As someone who started their first blog in 2000 – back then we used to argue a LOT over whether the format was pronounced “web-log” or “we-blog” – I cannot endorse creating and maintaining a blog purely for financial gain. This is, primarily, because it’s a crazy idea that will never happen.
I mean, okay, yes, some people do make a living from advertising, but the opportunities there are incredibly niche and often don’t have anything to do with writing interesting posts and communicating interesting ideas. But generally it’s like any online content creation right now – maybe you’ll be the next blog version of Twitch streamer Ninja, with Drake doing guest posts, but it’s vastly more likely that you’ll end up like the rest of us, with a nice site and some nice readers and a fun hobby.
But take heart – just because you’re probably not going to become internet rich and famous from your blog doesn’t mean it can’t add value to your wallet. The skills you use and learn from being a blogger can help the next time you look for a job, particularly if you are looking in an adjacent career path.
In my case, my experience as a blogger helped me land a truly awesome job in communications at Microsoft.

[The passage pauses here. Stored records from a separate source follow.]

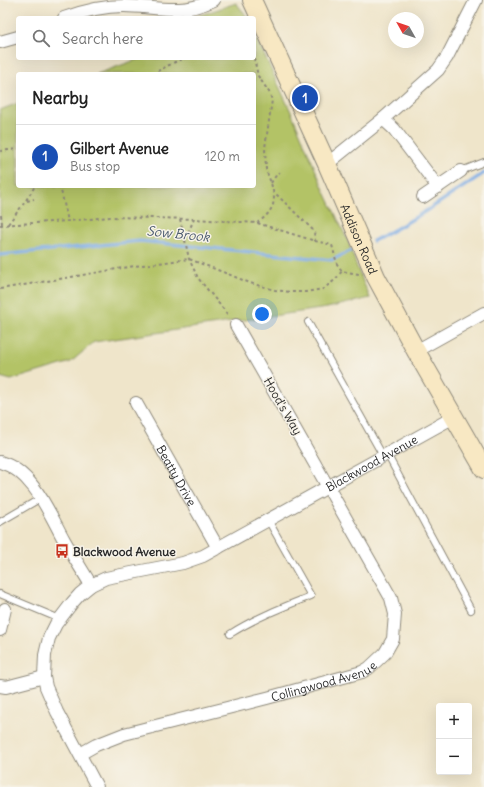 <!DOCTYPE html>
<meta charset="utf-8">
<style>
body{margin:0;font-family:Delius,sans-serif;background:#f6f6f6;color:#222}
.controls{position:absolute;right:12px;bottom:12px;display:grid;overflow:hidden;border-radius:4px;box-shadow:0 4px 16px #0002}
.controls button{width:36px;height:36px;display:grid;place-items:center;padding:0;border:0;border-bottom:1px solid #e0e0e0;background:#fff;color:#222;font:20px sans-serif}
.compass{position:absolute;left:388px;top:12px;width:36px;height:36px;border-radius:50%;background:#fff;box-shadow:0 4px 16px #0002;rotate:310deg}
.you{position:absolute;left:262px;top:314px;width:14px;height:14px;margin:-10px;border:3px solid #fff;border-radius:50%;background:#1a73e8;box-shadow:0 0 0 6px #1a73e833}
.badge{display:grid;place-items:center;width:26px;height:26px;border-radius:50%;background:#111827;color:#fff;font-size:13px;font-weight:700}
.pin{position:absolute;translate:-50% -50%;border:2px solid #fff;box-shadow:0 1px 4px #0006}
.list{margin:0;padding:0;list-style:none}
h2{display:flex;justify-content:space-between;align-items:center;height:52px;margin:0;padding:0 16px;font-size:17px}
h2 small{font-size:13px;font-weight:400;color:#767676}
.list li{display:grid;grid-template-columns:26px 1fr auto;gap:12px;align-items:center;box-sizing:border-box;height:64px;padding:0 16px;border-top:1px solid #e0e0e0}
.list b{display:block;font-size:15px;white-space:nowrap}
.list p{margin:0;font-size:13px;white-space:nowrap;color:#767676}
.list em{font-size:13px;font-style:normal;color:#767676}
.icon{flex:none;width:22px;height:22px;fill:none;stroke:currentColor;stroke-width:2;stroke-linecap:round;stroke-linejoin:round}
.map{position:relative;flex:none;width:484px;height:787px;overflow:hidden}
.search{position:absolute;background:#fff;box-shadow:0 4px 16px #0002;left:16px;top:16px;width:240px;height:44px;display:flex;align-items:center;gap:10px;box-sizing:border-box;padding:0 14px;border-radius:4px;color:#767676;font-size:15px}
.panel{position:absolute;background:#fff;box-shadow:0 4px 16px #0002;left:16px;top:72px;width:240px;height:116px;border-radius:4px}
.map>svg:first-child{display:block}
</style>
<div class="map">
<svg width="484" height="787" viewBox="0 0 484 787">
<rect width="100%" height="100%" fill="#f7f3e8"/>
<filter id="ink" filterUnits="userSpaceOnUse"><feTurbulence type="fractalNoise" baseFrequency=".025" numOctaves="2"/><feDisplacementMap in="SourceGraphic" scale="8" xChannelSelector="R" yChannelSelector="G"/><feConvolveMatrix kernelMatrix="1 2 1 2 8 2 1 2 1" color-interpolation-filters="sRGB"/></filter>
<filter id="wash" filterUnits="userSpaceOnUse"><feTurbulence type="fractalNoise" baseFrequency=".012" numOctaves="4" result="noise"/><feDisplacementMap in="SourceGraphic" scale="16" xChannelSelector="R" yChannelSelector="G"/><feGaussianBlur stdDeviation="0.9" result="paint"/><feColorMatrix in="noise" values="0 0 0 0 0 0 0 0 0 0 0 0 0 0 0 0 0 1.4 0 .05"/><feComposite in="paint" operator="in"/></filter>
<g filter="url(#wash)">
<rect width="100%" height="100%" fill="#efe5ca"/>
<path fill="#b3c366" stroke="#6f7748" d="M 236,3 L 245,14 L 247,18 L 192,18 Z
M 254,33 L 292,114 L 324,190 L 348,241 L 357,267 L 370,298 L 327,308 L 94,342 L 71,362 L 11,380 L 0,377 L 0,110 L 18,103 L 18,186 L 254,186 L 254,74 L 97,74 L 141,58 L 254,58 Z"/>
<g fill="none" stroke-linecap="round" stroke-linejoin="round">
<path stroke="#7aaae4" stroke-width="3.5" d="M 373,241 C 411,222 448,197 484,173
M 0,255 L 140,241 L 332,260 L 352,250"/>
</g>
</g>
<g filter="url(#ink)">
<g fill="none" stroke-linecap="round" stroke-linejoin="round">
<defs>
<path id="lane" d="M 461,171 L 484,162
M 308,322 L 383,456
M 387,454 L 471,610
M 0,522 L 41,498
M 0,594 L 60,619
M 230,634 C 255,618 283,607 311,596 L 268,520"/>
<g id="street">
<path d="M 64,18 C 83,11 103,6 124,6 C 142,6 161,10 179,9 C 191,9 203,5 214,0"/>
<path d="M 0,42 L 18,37"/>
<path d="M 383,119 L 394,129 L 438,187"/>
<path d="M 327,164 L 383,119 L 438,70 L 447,57 L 476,0"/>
<path d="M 423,197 L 461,171"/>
<path d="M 416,351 L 484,313"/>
<path id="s1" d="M 136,403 L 218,548"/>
<path d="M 0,462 C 33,471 49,513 64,540 C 73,556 82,570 91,585"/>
<path d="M 0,630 L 5,609"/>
<path d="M 0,686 L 6,687 L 44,677"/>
<path id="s2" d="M 80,754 L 96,745 L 124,734 L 267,698 L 362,672 L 369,668 L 385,653 L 393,639 L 395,614 L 391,598 C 340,507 288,416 236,325"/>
<path id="s3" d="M 97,787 L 57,712 L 46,687 L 44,677 L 45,655 L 49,638 L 56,624 L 72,603 L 80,594 L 91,585 L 106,578 L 183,563 L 203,556 L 454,417"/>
</g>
<g id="secondary">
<path id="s4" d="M 252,0 L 327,164 L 376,277 L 416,351 L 484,469"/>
</g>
</defs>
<use href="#lane" stroke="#8d887a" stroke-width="8"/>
<use href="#street" stroke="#8d887a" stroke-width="14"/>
<use href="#secondary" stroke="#8d887a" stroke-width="20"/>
<path stroke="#8d887a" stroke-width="2" stroke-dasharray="3 3" stroke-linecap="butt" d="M 254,58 L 258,76 L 269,92 L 272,100 L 265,148 L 266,170 L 271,183 L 273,191 L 314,231 L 315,241
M 152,74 L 175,62 L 186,58
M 0,151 L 18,149
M 271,183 L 277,174 L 280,172
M 60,186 L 68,221
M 27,201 L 34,199
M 1,215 L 2,224
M 180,219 L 185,240 L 194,219
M 257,223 C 268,216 277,205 273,192
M 8,224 L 25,202 L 35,186
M 0,225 L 68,221 L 110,217 L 194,219 L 257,223 L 315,241 L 332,245 L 337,264 L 342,271 L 359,274
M 185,240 L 189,259 L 198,278 L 229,316
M 0,289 L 135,266 L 189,259 L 228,274 L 250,283 L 275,290 L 290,292 L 306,292 L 323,289 L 335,280 L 342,271"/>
<use href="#lane" stroke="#fff" stroke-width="6"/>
<use href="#street" stroke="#fff" stroke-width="12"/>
<use href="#secondary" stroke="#f8e8c3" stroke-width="18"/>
</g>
</g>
<defs>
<symbol id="bus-bare" viewBox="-9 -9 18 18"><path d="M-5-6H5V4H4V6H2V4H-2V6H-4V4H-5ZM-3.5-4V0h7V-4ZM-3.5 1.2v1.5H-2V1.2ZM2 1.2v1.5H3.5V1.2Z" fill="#c8321e" stroke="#f7f3e8" stroke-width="2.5" paint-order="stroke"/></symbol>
</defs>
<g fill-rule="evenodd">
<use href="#bus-bare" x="52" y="541" width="20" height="20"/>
</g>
<g text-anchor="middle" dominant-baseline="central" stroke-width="3" stroke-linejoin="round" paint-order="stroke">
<g font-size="12" fill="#2b2b2b" stroke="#f7f3e8">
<text stroke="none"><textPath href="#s4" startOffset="262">Addison Road</textPath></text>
<text transform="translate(283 406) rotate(60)">Hood's Way</text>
<text stroke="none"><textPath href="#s3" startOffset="539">Blackwood Avenue</textPath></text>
<text stroke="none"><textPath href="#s1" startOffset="83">Beatty Drive</textPath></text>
<text stroke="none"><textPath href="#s2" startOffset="255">Collingwood Avenue</textPath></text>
</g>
<g font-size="12" font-weight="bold" fill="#2b2b2b" stroke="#f7f3e8" text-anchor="start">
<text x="73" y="551">Blackwood Avenue</text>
</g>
<g font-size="13" font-style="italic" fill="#47576c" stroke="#f7f3e8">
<text transform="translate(178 234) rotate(6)">Sow Brook</text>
</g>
</g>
</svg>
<div class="controls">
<button>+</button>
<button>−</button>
</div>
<svg class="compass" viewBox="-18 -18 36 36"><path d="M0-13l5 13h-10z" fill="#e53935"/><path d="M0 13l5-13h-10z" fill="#767676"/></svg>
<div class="you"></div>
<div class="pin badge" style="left:305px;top:98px;background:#1a4fb4">1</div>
<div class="search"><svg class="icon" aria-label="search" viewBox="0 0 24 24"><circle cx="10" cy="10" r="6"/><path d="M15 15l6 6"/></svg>Search here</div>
<section class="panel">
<h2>Nearby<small></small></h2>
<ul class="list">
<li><span class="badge" style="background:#1a4fb4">1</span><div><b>Gilbert Avenue</b><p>Bus stop</p></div><em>120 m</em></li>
</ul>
</section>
</div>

So how can you make this work for you, the newbie blogger? Follow me on a journey through bullet points!
• Don’t sell yourself short
At any point while reading the above, did you think to yourself something like, “but my blog is too new” or “but I have too few readers” or “my writing is so bad, it doesn’t count”? STOP THAT. Seriously, stop it! I can see you! You are doing a cool thing and no matter how many visitors you have or how much you like your own writing, you should be proud of it. Owning a blog shows consistency, it shows a curious and creative mind, and over time it shows how you’ve grown as a communicator.

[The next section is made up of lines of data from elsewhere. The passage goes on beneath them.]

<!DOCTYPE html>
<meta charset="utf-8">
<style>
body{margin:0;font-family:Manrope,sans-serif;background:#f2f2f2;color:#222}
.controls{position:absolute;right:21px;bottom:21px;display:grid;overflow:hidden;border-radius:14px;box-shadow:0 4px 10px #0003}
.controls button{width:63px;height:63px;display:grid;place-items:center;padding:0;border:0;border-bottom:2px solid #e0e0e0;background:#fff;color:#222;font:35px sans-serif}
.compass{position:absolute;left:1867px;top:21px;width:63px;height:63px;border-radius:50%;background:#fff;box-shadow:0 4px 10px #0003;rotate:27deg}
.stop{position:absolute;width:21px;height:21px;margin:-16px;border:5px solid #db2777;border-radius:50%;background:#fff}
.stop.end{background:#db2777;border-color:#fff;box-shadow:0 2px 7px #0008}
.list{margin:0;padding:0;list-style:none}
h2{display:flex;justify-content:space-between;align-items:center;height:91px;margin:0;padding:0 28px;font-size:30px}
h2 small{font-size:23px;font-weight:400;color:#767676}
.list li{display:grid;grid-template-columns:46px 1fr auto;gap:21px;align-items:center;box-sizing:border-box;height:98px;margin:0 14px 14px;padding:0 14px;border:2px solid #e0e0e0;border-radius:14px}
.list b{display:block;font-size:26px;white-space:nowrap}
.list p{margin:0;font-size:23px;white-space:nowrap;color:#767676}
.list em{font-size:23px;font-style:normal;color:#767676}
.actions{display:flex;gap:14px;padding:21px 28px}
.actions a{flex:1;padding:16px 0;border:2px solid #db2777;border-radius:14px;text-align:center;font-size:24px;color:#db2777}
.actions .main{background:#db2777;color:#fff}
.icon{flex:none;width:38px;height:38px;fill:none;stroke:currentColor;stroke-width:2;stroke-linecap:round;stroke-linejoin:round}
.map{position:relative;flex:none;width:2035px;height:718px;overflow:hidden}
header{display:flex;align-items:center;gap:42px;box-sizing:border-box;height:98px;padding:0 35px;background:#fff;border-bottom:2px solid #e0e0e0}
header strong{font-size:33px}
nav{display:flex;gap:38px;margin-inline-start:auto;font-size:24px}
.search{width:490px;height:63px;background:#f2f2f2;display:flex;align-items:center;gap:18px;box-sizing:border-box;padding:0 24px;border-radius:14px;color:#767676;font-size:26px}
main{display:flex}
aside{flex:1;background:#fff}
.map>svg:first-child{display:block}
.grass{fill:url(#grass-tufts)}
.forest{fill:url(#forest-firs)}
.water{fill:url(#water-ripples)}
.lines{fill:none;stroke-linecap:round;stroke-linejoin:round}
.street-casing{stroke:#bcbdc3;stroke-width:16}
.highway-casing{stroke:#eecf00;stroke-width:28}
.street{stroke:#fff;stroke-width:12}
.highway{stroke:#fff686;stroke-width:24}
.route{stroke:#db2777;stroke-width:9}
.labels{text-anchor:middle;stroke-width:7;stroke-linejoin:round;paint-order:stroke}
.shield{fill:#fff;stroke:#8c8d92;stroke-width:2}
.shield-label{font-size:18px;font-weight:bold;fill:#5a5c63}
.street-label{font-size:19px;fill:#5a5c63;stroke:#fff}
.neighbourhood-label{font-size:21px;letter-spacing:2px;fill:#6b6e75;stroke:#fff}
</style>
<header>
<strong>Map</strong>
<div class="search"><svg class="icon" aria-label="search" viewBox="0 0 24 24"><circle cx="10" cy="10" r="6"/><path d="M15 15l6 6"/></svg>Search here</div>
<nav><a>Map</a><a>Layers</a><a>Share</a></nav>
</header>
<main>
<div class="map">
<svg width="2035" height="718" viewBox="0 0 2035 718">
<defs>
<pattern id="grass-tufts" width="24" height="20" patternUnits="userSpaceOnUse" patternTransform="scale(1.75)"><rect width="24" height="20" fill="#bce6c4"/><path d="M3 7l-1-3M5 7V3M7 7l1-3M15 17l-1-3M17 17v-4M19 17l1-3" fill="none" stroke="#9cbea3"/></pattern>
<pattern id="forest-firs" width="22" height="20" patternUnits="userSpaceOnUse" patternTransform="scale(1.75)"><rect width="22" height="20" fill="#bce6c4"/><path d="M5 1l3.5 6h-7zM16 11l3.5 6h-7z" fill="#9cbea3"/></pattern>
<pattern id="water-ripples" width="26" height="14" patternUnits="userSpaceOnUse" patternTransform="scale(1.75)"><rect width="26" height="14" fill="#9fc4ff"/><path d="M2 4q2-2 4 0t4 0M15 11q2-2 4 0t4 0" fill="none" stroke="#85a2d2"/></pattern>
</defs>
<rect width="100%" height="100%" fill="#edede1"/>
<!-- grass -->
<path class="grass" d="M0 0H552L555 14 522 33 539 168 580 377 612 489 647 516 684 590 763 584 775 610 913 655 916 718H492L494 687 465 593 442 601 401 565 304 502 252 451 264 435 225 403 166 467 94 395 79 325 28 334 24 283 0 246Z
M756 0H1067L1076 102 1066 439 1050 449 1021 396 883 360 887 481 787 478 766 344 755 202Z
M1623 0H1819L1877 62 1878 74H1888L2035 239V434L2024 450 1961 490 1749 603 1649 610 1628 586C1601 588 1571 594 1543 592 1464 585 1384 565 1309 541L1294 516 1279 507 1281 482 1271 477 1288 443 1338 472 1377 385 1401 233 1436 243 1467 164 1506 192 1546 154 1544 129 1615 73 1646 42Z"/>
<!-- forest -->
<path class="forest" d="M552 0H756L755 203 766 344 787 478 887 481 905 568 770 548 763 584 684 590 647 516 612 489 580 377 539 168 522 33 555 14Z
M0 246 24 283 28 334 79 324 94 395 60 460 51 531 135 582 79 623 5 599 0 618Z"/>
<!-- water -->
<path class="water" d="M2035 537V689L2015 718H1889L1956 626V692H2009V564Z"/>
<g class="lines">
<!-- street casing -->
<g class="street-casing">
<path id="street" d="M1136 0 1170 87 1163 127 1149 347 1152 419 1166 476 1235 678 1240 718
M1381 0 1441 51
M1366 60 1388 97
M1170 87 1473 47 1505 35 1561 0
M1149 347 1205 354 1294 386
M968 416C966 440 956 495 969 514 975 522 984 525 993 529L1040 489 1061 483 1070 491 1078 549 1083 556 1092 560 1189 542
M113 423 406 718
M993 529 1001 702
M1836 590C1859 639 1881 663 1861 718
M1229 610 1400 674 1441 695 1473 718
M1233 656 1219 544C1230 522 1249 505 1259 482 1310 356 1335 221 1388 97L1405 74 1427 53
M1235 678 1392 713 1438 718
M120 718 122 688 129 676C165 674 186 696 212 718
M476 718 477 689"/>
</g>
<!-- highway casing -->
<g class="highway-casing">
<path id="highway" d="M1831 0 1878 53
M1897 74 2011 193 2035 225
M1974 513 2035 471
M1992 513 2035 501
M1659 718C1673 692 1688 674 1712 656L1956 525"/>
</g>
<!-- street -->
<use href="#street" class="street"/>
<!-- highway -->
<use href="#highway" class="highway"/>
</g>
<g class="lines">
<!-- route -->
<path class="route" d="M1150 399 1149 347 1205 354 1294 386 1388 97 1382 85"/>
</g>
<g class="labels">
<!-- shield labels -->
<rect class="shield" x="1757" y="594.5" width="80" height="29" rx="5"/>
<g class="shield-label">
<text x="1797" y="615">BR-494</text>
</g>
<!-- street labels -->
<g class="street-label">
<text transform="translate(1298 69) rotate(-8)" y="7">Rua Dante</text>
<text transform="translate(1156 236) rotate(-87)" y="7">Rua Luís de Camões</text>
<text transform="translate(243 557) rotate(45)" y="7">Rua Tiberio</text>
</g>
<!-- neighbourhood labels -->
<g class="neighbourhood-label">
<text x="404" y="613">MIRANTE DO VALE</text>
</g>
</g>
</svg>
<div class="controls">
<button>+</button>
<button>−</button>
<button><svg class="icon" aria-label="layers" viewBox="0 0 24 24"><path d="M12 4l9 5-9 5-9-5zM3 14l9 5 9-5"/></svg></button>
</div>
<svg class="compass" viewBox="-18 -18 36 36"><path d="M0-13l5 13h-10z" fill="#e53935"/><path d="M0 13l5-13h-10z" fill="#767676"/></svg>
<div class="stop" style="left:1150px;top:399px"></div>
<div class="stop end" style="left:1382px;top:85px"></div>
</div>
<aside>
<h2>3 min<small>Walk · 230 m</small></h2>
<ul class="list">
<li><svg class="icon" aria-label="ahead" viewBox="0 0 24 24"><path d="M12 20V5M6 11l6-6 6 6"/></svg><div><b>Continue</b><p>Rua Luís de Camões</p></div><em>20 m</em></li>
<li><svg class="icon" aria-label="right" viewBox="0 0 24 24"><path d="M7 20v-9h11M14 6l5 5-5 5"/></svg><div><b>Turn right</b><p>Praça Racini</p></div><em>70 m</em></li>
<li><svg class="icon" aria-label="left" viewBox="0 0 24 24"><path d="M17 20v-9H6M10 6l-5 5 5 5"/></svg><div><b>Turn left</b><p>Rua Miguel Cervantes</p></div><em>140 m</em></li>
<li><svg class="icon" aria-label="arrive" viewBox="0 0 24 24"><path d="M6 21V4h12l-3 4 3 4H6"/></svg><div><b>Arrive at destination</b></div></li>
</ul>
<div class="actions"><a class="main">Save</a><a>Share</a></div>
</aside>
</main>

• Keep learning and be curious
Owning a blog gives you a wonderful excuse to try different things and expand your skills. You could play with fancy Photoshop tutorials to create a new header graphic, or see how tweeting about your posts at different times of the day affects how many people click on the link. You could become a WordPress ninja and write your own plugins, or edit videos, or try writing a short story. Read a book on persuasive communication. Use your blog as a platform to explore.
• Track your numbers
Okay, clarity time: I am NOT saying that you should live for your visitor analytics, because that leads to desperate content and burned out bloggers. However, “data-driven” is a phrase that comes up a lot nowadays, and your blog is a great generator of data. How do you measure “success” for your blog? How can you impact those measurements? Learning what metrics matter and how you can track them is a wonderful and in-demand skillset.
• Have an opinion
You don’t need to set out to irritate and anger people (in fact, I’d rather you didn’t), but it’s hard to be interested by a post with no point of view. Blogging is a good way to practice having strong opinions, breaking down your argument, and being engagingly assertive. Occasionally, when commenters disagree, you can practice active listening and conflict resolution, and perhaps even have your mind changed. (I know, I know, that never happens on the internet.)
Blogging itself might not be a way to make money, particularly on a small hobbyist scale, but it can definitely help you learn new skills and become more confident when it’s time to get out there and look for a new role.
On one hiring committee I was a part of, we called a guy in for an interview who seemed, on paper, decently qualified but uninspiring. I remember feeling pretty meh about him halfway through the interview. And then, in response to a question about project management style, he mentioned offhand that he ran had for the last four years run, out of his basement, an online-based used book store specializing in out of print science fiction and fantasy. And we all kind of cocked our heads and collectively went, “Wait…what?” and then we spent basically the rest of the interview talking about that. It was absolutely amazing experience – he had been running this “little hobby business” (as he put it) that demonstrated many of the skills we were looking for. Sure, it was small scale, but he had experience researching, setting up, and managing a web-sales platform. He had experience with inventory management, sales forecasting, value/profit analysis on various titles, advertising, and sourcing inventory. Not to mention the creativity, initiative, and dedication that it demonstrated. It wasn’t even on his resume (he said he didn’t think anyone would care) and it was hands down the most interesting and compelling thing about him as a candidate. We ended up hiring him, and once I got to know him a little better I made him promise he’d put it on his resume the next time he looked for a job.
So basically, I agree with everything you said. Skills are skills no matter where they come from and you shouldn’t downplay things you’ve learned for fun rather than in school. If anything it says a lot about you that you spend your free time learning new skills and using those skills to create things and engage with people.